* _WORK ITEM_: What is the number of lines in the listing that contain "Order"? Give that number only.

* _DATA SUPPLIED_:
▬▬▬▬▬▬▬▬▬▬
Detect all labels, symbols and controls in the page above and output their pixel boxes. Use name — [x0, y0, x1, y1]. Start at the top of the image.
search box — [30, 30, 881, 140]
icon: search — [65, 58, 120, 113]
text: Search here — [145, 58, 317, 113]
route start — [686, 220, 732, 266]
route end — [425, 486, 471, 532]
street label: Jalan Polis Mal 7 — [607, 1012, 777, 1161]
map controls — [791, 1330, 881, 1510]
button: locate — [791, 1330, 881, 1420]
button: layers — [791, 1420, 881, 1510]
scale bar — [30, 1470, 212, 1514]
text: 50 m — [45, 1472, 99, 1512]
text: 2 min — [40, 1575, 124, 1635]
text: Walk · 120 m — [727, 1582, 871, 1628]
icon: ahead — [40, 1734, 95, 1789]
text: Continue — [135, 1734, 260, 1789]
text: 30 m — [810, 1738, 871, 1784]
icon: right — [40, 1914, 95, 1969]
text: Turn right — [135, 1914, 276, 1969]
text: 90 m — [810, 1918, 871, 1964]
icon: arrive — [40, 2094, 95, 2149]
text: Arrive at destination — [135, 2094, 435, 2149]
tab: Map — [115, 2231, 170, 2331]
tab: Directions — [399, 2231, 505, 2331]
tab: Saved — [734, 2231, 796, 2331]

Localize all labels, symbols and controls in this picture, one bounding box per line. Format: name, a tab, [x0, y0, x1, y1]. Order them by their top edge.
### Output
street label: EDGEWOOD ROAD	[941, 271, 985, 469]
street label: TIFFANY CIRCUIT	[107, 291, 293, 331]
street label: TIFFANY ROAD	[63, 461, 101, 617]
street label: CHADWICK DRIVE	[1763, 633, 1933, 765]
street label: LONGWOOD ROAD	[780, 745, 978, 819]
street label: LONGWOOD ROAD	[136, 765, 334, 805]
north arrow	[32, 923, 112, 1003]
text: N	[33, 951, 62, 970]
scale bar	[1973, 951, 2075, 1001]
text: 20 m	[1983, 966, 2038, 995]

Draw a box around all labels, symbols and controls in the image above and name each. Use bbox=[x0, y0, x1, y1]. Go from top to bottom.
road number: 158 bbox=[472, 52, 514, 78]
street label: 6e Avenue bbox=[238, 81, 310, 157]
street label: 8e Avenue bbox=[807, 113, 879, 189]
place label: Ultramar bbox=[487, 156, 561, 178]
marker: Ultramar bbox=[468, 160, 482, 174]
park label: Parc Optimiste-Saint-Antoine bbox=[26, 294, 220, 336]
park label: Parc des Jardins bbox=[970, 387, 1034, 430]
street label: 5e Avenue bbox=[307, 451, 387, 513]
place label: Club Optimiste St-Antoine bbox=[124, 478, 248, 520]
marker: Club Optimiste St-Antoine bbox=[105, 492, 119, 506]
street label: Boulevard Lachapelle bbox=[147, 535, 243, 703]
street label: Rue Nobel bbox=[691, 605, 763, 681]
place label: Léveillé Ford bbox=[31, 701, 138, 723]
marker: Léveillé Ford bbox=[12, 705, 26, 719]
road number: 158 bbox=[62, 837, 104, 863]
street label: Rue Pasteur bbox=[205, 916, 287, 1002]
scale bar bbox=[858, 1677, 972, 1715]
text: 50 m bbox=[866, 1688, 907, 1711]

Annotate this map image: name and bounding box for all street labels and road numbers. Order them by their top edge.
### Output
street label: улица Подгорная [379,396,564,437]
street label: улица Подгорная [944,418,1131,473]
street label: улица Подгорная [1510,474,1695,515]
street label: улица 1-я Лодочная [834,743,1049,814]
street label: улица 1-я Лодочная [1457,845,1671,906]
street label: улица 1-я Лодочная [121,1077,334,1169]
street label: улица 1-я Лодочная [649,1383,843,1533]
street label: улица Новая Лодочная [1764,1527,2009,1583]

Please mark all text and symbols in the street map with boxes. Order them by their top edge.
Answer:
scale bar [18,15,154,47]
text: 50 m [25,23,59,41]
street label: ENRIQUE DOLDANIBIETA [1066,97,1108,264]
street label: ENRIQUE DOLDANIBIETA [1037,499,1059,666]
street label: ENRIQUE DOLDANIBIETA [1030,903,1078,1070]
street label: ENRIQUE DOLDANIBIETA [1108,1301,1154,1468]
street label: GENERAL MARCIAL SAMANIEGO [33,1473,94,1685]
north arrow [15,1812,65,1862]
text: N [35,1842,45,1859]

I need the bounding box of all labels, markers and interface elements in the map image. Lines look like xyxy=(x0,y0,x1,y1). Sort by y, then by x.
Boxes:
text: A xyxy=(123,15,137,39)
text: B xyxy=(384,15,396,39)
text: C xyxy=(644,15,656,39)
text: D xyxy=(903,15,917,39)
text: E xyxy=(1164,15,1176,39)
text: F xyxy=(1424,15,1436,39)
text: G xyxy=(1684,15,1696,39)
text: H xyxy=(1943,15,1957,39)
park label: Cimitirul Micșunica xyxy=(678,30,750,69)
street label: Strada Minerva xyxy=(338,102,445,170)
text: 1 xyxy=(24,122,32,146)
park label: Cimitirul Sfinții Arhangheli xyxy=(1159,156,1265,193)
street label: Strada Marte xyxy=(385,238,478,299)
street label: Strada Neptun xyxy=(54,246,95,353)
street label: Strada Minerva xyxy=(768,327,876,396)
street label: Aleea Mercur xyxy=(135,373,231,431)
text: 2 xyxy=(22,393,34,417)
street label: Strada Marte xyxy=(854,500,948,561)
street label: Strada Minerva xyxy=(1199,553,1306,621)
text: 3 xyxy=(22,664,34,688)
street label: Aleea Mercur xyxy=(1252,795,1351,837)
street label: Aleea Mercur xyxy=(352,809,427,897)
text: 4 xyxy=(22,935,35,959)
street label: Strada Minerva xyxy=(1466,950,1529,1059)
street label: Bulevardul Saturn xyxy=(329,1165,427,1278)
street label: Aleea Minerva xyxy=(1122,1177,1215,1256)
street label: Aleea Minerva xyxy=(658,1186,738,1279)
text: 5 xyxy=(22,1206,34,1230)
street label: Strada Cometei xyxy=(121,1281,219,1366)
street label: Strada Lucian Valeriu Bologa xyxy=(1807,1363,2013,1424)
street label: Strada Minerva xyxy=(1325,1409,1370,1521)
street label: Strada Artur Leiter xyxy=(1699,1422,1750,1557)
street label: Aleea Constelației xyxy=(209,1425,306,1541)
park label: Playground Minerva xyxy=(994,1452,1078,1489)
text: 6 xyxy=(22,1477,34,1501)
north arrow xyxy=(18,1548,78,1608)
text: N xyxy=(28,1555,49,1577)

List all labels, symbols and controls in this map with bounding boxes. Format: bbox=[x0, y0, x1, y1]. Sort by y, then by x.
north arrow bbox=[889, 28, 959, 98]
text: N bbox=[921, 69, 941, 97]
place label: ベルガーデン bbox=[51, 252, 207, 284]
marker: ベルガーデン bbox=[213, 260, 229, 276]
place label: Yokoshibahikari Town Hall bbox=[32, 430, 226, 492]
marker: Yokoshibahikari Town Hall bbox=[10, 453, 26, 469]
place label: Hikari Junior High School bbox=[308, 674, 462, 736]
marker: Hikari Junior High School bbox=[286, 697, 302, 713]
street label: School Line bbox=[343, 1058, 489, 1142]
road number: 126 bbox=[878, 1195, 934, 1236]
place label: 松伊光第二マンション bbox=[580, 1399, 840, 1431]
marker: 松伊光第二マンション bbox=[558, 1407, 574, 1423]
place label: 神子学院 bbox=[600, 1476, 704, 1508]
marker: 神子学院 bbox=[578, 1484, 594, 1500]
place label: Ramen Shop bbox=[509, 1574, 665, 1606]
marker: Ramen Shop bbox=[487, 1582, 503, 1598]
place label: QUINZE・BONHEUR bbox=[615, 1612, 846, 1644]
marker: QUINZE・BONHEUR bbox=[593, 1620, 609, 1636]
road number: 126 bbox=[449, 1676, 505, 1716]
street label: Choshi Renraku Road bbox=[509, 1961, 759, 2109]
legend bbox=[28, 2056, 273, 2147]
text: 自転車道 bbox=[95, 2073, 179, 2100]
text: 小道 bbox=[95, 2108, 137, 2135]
▬▬▬▬▬▬▬▬▬▬
* _YOUR RESPONSE_: 3